CDSnake: Snakemake pipeline for retrieval of annotated OTUs from paired-end reads using CD-HIT utilities


	Implementation

Pipeline takes as input a folder with paired-end reads in form of fastq files and database of annotated microbial 16S sequences (for instance, Greengenes [5] or SILVA [6]) in form of fasta files. If quality of reads was preliminarily assessed, the lengths of “good” parts of R1 and R2 reads can be provided as input parameters. Parameters of “good” parts depend on overall quality profile of reads and their number, but generally quality should exceed 25 with no sudden drops. Corresponding parts of reads are considered for sequences clustering. Default lengths of “good” parts for R1 and R2 are set to 200 and 180 bp correspondingly.

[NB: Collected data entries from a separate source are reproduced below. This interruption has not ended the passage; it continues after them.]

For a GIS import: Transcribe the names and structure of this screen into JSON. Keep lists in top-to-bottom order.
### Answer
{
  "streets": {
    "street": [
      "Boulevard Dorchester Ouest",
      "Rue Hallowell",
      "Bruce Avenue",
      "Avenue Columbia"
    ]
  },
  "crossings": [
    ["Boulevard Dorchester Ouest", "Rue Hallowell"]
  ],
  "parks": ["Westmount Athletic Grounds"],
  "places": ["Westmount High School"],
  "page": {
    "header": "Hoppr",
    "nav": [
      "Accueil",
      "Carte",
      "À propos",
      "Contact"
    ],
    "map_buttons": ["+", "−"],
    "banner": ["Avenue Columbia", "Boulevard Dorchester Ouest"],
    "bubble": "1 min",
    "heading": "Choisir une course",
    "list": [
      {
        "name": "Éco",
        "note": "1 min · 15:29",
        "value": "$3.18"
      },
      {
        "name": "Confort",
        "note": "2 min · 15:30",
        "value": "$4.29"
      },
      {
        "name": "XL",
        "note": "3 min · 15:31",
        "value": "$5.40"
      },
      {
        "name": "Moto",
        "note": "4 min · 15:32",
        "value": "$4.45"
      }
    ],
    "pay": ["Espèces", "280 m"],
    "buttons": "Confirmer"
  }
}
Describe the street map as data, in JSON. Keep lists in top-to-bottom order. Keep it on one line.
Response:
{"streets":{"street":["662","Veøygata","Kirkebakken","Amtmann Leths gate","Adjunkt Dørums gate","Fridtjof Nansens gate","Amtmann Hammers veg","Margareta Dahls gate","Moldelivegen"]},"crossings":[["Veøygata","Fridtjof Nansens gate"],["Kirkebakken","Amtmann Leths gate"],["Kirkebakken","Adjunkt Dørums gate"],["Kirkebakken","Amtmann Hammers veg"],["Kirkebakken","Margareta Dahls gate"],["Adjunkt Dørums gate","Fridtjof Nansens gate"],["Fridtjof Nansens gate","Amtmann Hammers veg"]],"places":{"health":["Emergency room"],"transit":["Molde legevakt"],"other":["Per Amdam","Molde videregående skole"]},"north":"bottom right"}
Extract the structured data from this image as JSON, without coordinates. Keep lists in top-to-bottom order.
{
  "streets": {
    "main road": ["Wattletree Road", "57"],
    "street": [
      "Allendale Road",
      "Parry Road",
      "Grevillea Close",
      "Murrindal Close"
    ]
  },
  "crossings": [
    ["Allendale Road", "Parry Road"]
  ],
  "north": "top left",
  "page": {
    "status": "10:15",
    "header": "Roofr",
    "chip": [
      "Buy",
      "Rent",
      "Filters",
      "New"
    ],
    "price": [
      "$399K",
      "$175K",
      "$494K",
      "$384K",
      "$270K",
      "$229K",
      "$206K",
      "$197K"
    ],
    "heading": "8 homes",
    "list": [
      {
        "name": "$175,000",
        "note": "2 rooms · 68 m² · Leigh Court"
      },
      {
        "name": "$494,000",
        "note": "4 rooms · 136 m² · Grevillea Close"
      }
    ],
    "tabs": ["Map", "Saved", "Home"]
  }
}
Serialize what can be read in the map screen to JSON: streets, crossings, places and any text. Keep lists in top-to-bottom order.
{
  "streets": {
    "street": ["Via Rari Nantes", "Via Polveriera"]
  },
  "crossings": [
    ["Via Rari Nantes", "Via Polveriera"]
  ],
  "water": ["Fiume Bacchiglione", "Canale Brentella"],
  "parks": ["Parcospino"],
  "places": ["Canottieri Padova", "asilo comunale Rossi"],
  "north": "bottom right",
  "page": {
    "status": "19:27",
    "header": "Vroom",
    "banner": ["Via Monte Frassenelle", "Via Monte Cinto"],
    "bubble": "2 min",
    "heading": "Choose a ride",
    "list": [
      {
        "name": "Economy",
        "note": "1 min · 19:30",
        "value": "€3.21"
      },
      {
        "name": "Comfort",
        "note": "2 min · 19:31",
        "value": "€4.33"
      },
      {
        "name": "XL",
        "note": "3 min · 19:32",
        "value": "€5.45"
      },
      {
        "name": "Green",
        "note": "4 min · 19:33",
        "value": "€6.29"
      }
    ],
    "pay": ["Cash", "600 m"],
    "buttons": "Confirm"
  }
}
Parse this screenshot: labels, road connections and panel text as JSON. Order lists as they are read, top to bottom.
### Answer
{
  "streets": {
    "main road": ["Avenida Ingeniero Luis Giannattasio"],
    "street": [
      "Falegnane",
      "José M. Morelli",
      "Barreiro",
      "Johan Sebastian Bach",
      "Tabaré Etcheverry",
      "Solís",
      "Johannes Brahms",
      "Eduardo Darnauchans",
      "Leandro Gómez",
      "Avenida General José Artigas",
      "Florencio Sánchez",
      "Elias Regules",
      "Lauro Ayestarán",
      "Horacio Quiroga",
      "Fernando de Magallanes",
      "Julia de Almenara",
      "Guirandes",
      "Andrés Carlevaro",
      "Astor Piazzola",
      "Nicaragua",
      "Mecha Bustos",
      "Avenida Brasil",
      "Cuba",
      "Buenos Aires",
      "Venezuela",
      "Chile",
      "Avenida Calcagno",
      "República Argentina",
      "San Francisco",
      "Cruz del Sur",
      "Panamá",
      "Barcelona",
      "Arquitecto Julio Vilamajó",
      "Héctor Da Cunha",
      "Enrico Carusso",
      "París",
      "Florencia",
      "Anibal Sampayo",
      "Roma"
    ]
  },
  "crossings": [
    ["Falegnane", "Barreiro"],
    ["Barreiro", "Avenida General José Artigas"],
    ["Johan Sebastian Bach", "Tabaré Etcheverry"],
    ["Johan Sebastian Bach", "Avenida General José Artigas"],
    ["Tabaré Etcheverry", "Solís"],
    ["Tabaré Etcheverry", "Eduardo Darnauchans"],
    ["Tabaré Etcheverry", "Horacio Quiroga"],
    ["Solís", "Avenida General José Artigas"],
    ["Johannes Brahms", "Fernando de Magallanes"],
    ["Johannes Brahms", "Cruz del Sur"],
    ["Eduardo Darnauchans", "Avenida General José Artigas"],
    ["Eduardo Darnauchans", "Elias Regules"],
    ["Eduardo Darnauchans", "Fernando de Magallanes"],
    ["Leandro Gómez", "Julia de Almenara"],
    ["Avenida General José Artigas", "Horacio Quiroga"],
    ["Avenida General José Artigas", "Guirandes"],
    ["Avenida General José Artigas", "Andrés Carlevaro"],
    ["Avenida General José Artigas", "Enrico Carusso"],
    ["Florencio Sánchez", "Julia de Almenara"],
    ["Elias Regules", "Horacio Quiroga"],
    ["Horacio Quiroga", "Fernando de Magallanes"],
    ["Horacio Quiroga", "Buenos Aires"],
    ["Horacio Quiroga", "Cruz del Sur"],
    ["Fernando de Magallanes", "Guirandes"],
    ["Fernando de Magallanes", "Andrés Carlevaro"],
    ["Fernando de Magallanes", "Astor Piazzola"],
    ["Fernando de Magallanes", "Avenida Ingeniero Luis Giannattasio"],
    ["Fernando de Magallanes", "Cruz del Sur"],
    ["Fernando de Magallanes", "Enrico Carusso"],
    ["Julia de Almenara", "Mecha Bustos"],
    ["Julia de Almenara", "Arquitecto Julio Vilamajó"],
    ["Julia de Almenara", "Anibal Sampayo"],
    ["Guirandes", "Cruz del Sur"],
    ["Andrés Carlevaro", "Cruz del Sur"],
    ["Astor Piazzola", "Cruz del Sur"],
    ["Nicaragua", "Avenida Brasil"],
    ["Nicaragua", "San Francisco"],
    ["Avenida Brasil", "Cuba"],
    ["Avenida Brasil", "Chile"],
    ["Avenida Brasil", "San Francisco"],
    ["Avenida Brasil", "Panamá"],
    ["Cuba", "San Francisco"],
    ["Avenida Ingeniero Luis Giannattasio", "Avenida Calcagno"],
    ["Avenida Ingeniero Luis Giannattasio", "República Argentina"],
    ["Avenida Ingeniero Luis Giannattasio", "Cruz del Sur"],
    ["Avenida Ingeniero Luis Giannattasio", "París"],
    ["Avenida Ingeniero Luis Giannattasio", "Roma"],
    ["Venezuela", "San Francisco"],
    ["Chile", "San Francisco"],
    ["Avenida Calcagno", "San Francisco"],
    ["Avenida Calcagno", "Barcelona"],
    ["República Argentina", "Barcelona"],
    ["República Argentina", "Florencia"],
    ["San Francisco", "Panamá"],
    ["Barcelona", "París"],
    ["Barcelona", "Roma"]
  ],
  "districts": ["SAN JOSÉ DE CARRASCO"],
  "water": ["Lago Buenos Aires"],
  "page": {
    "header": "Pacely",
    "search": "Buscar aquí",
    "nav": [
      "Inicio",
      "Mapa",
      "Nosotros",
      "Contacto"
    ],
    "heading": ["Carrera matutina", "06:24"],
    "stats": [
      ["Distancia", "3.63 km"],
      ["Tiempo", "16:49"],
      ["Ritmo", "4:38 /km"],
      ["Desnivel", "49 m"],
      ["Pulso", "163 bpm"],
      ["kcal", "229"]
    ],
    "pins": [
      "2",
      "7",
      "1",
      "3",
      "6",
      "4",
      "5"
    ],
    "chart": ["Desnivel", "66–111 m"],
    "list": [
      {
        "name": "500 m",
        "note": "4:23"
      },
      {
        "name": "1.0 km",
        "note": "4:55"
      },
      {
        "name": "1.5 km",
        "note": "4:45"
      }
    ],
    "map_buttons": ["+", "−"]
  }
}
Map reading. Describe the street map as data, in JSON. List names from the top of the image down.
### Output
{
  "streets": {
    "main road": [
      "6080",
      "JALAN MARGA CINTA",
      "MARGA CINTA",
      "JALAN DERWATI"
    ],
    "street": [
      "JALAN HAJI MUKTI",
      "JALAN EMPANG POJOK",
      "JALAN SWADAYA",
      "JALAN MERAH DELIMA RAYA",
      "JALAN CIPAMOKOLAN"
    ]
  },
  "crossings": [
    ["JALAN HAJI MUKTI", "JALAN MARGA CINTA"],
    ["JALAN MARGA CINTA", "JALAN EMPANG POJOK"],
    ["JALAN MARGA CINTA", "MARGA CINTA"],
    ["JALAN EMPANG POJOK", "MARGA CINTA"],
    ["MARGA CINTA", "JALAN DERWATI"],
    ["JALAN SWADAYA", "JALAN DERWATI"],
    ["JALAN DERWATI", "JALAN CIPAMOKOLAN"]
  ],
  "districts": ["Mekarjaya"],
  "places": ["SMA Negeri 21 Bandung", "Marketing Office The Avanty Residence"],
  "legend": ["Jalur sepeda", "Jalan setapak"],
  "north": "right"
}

Reads are then put into separate folders for each pairs, and sample file including names of reads for all pairs is created. 16S-ref-db-PE-splice.pl utility then used to cut database 16S sequences into fragments corresponding in lengths and quantities to randomly selected sample. Reads sequences are then filtered by quality using Trimmomatic [7]. Filtered sequences are clustered at 99% using cd-hit-est utility to discard chimeric reads. The important feature of CD-HIT-OTU-MiSeq is that R1 reads of pairs are clustered together, separate form R2 reads, and then clusterization with same parameters is made for R2 reads. Thus reads of pairs do not need to be merged or concatenated. Chimeric reads detection is possible when reads from singe pair vote for non-matching clusters of two clusterizations (and these clusters are large enough). Remaining reads and fragments from annotated database are then clustered at 97% similarity to yields annotated clusters commonly named Operational Taxonomic Units, or OTU. 16S reads clustered with 97% similarity result in read groups corresponding to species or close taxonomic levels. Clusters that matched with some sequences from annotated database receive the annotation written into output OTU file.